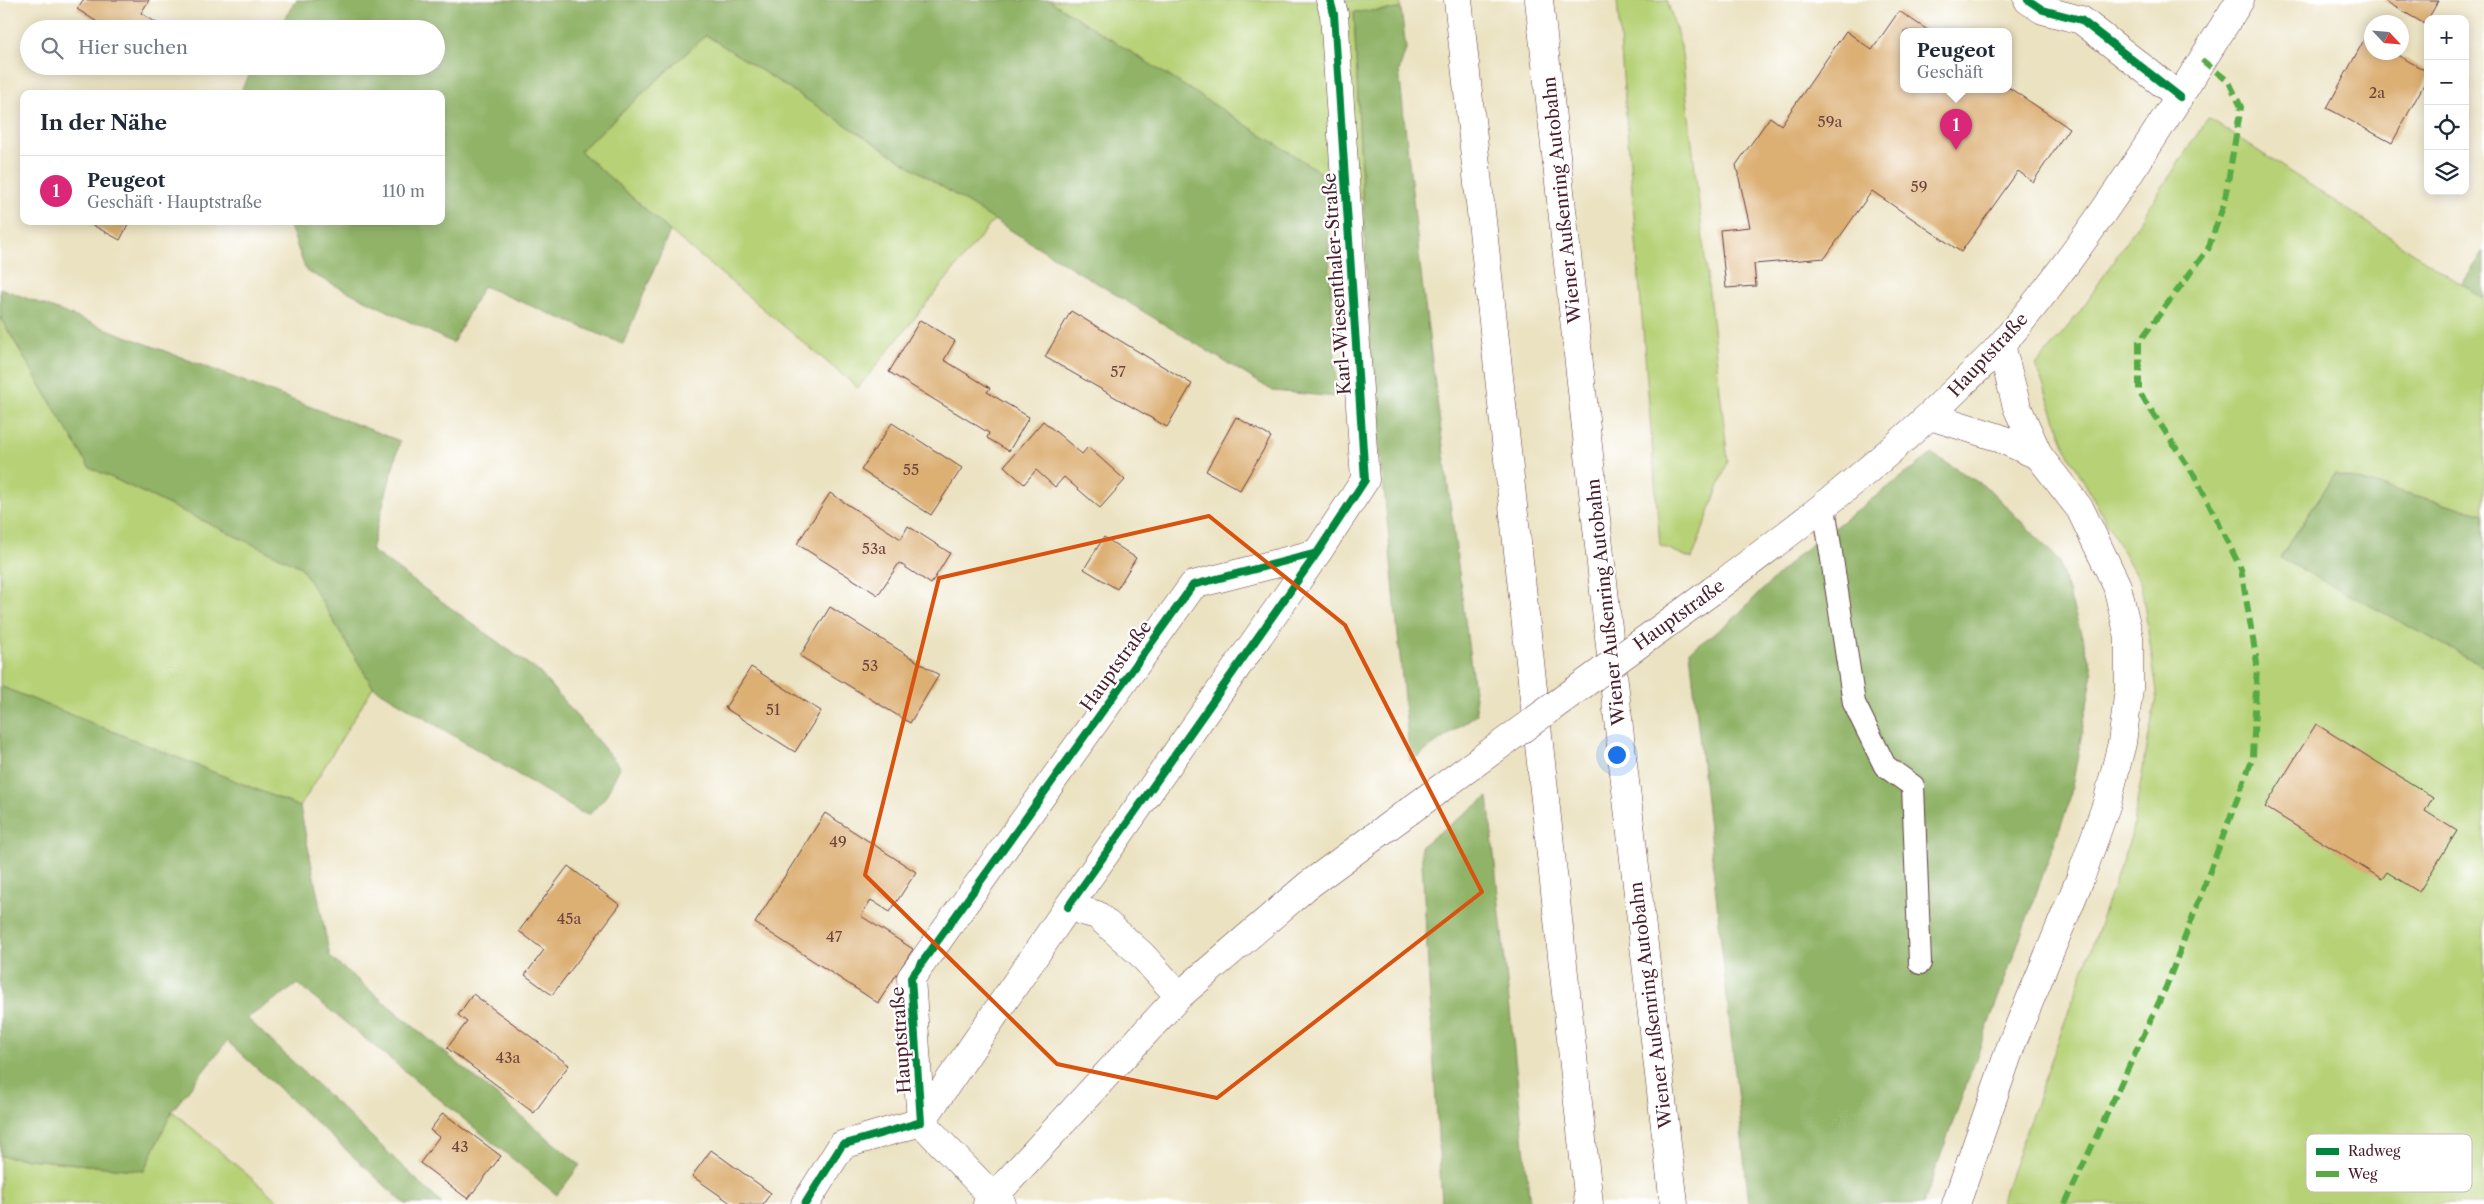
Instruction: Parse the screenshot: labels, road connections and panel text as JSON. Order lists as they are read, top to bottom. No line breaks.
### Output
{"streets":{"main road":["Wiener Außenring Autobahn","Karl-Wiesenthaler-Straße","Hauptstraße"]},"crossings":[["Karl-Wiesenthaler-Straße","Hauptstraße"]],"house_numbers":["2a","59a","59","57","55","53a","53","51","49","45a","47","43a","43"],"legend":["Radweg","Weg"],"north":"bottom right","page":{"map_buttons":["+","−"],"search":"Hier suchen","popup":["Peugeot","Geschäft"],"heading":"In der Nähe","pins":"1","list":[{"mark":"1","name":"Peugeot","note":"Geschäft · Hauptstraße","value":"110 m"}]}}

■ **Task prompt**
Please reproduce each line of the listing above exactly, skipping pictures.

■ **Exercise response**
Instruction: Parse the screenshot: labels, road connections and panel text as JSON. Order lists as they are read, top to bottom. No line breaks.
### Output
{"streets":{"main road":["Wiener Außenring Autobahn","Karl-Wiesenthaler-Straße","Hauptstraße"]},"crossings":[["Karl-Wiesenthaler-Straße","Hauptstraße"]],"house_numbers":["2a","59a","59","57","55","53a","53","51","49","45a","47","43a","43"],"legend":["Radweg","Weg"],"north":"bottom right","page":{"map_buttons":["+","−"],"search":"Hier suchen","popup":["Peugeot","Geschäft"],"heading":"In der Nähe","pins":"1","list":[{"mark":"1","name":"Peugeot","note":"Geschäft · Hauptstraße","value":"110 m"}]}}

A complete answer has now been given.